I was tasked with writing a scheme function that can produce a new list containing the elements that only exist in one of two input lists. I managed to create a working solution:
(define remove
(lambda (l item)
(filter (lambda (x) (not (equal? x item))) l)))
(define uncommon_list
(lambda (list1 list2)
(cond
((null? list2) list1)
((null? list1) list2)
((memv (car list1) list2)
(uncommon_list (cdr list1) (remove list2 (car list1))))
(else
(append (list (car list1)) (uncommon_list (cdr list1) list2))))))

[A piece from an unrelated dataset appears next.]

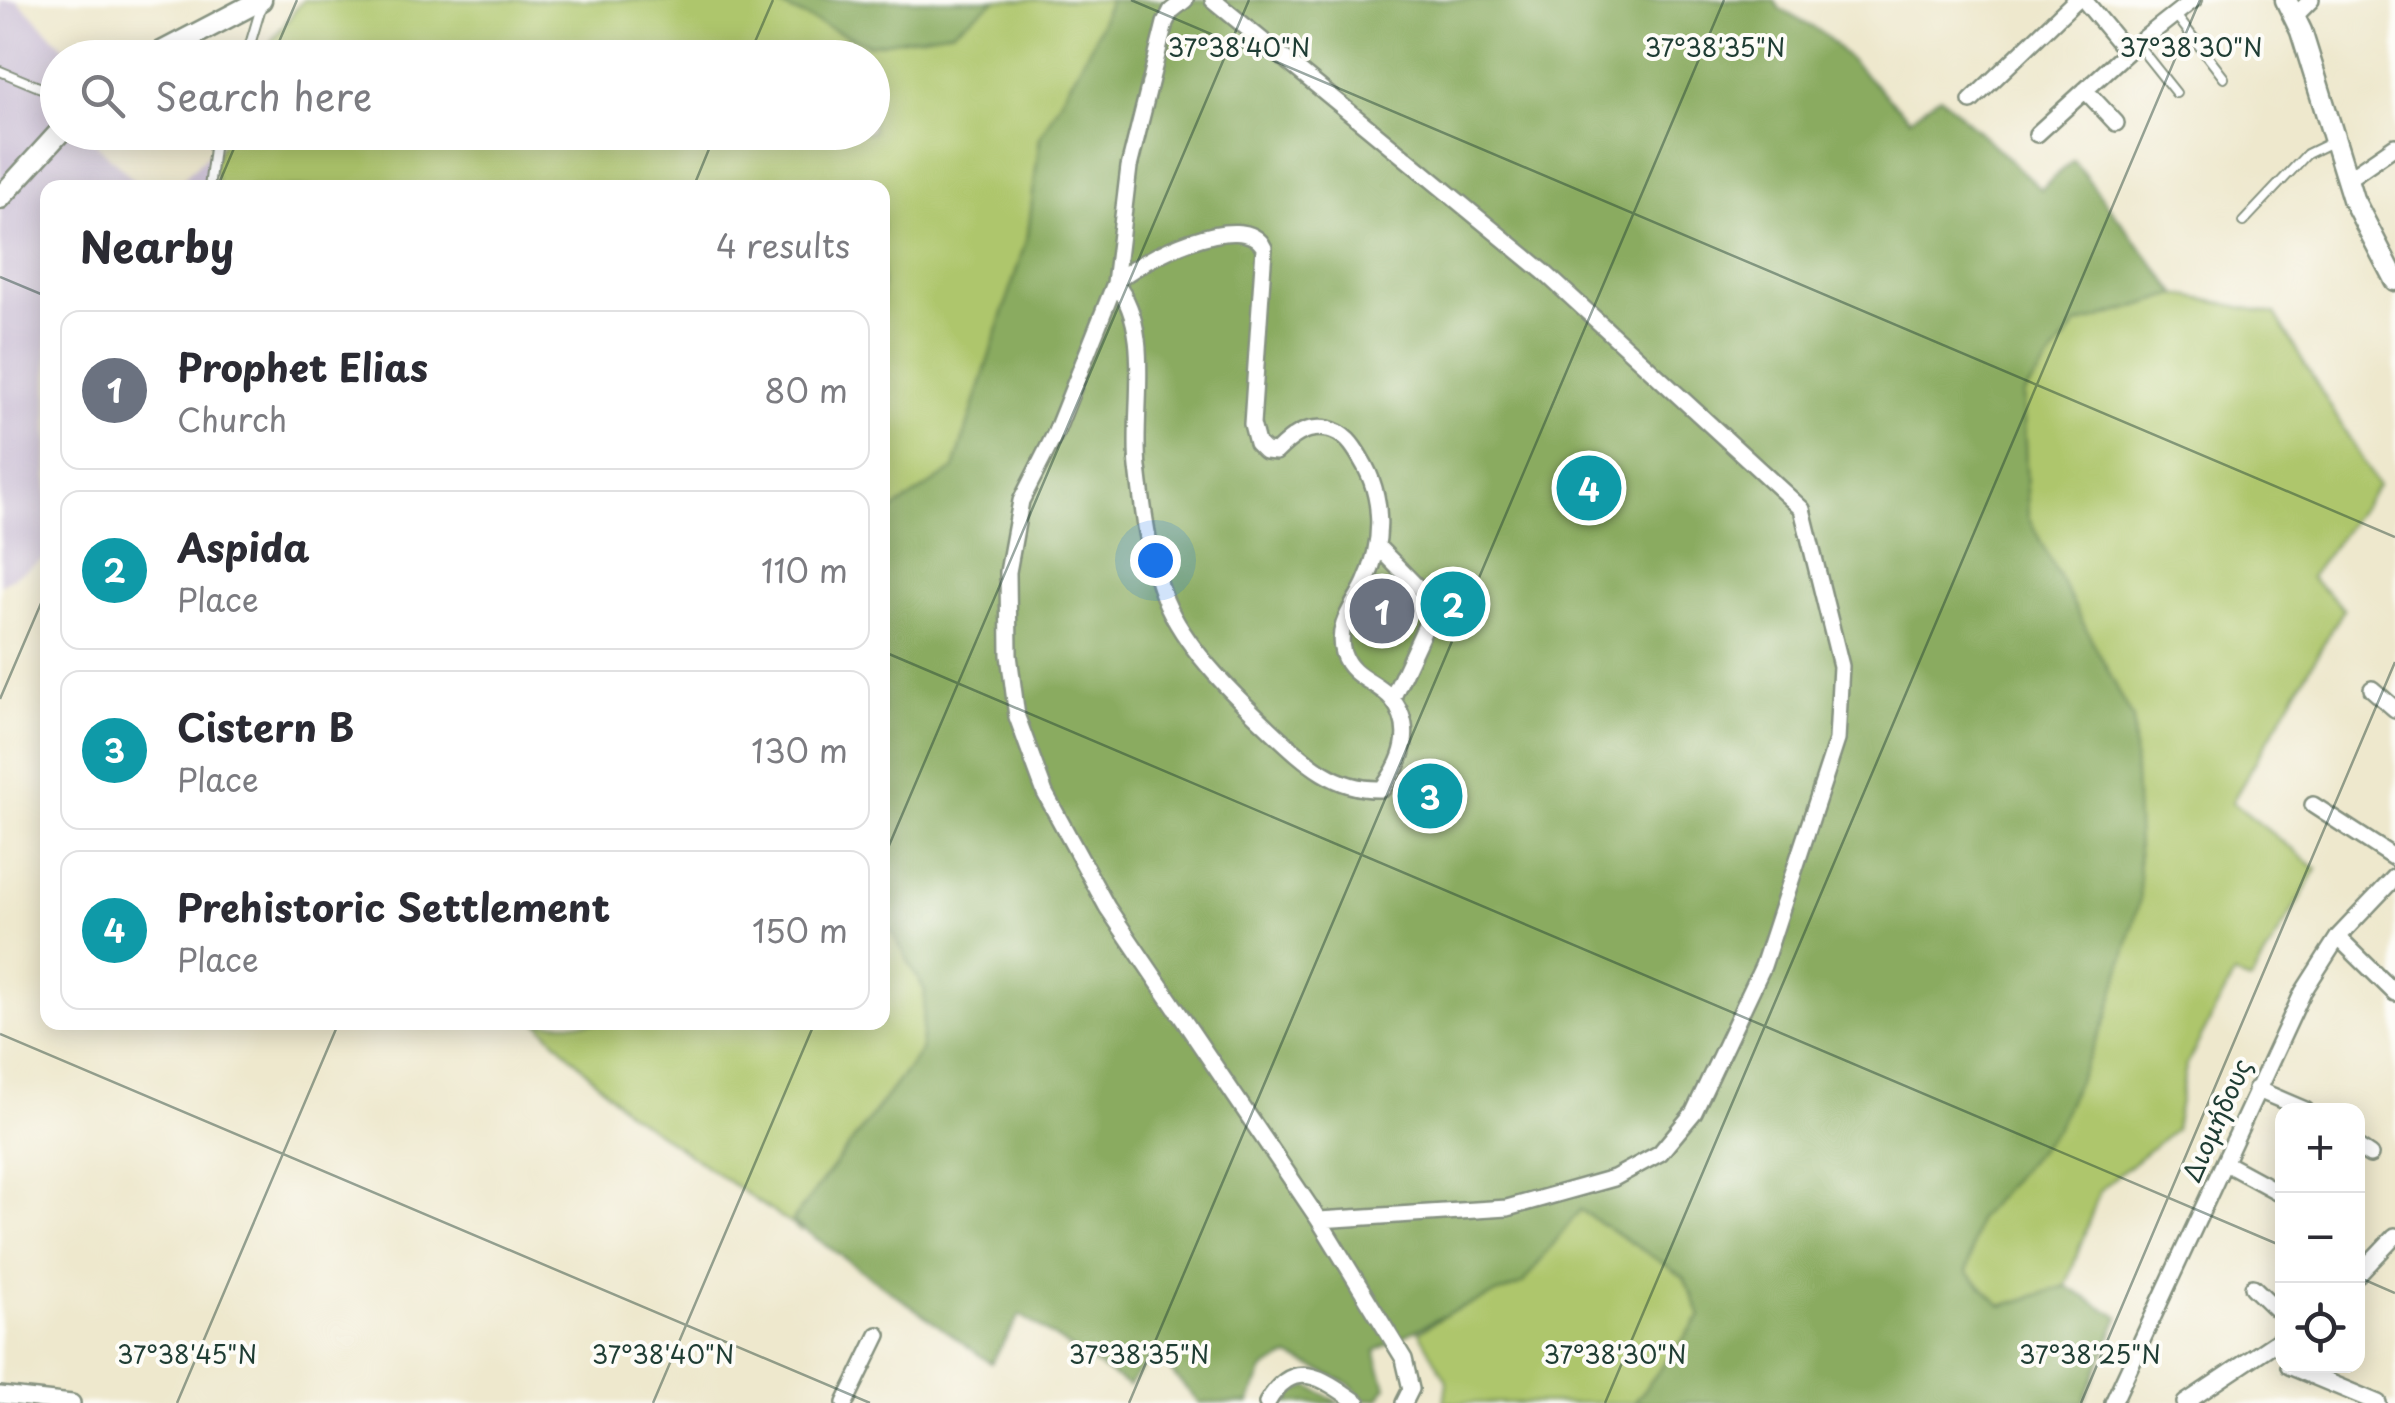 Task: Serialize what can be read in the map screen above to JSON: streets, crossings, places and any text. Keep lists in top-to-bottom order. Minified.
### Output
{"streets":{"street":["Διομήδους"]},"page":{"search":"Search here","heading":["Nearby","4 results"],"list":[{"mark":"1","name":"Prophet Elias","note":"Church","value":"80 m"},{"mark":"2","name":"Aspida","note":"Place","value":"110 m"},{"mark":"3","name":"Cistern B","note":"Place","value":"130 m"},{"mark":"4","name":"Prehistoric Settlement","note":"Place","value":"150 m"}],"pins":["4","2","1","3"],"map_buttons":["+","−"]},"coordinates":["37°38'40\"N","37°38'35\"N","37°38'30\"N","37°38'45\"N","37°38'25\"N"]} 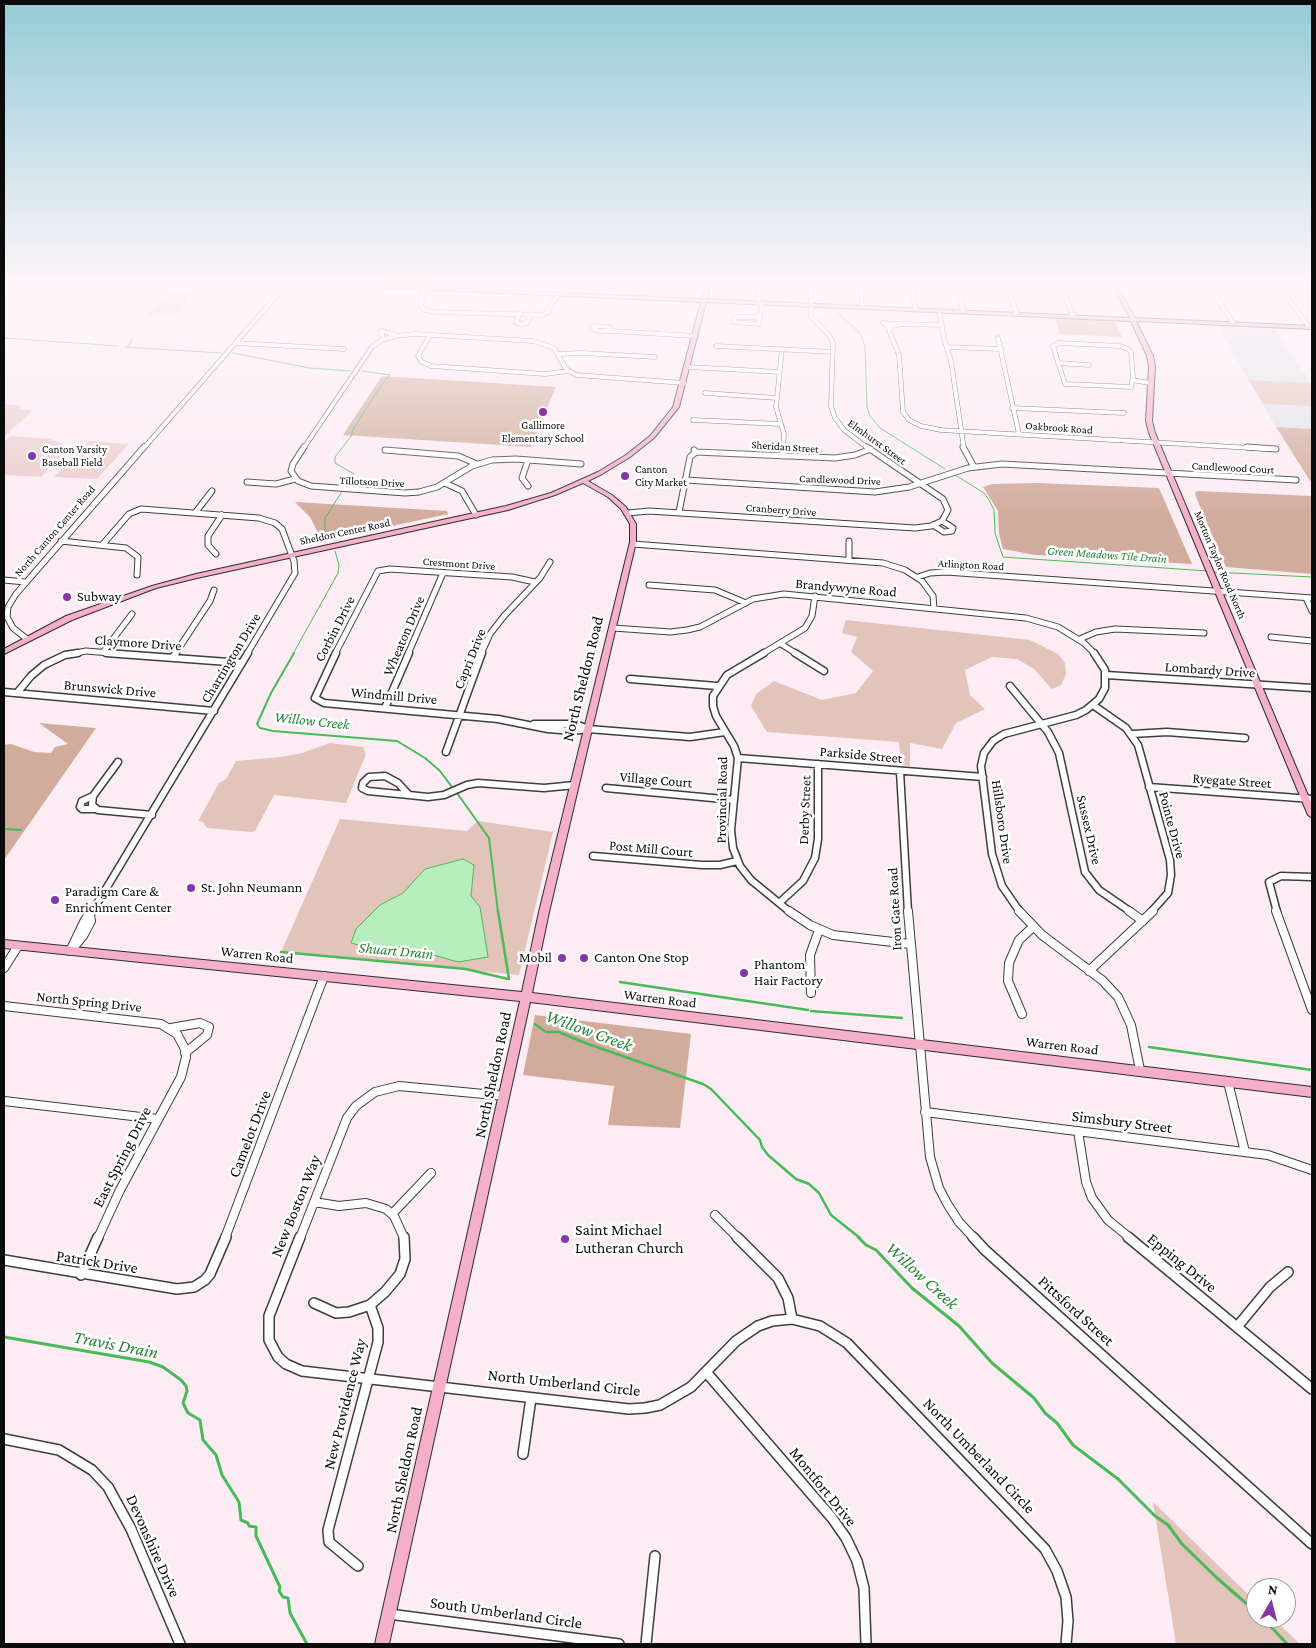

However I feel like i'm over complicating this, and the O complexity isn't great? Any pointers to make this better would be great! Thanks
For best big O, which is O(n), you need to make sets and in Scheme that means hash tables. The solution is to update the hash so that one knows if it was found in the first, the second, or both lists. A list is then made from the element that are not in both:
#!r6rs
(import (rnrs base)
(srfi :69))
(define (uncommon-elements l1 l2)
(define hash (make-hash-table eqv?))
(define (update-elements proc default lst)
(for-each
(lambda (e)
(hash-table-update! hash e proc (lambda () default)))
lst))
(update-elements values 1 l1)
(update-elements (lambda (e) (if (= e 2) 2 3)) 2 l2)
(hash-table-fold hash
(lambda (k v acc)
(if (= v 3)
acc
(cons k acc)))
'()))
(uncommon-elements '(1 2 3 4 5) '(3 4 5 6 7 8))
; ==> (1 2 6 7 8)
(uncommon-elements '(1 1 2 2 3 3 4 5) '(3 4 5 6 7 8))
; ==> (1 2 6 7 8)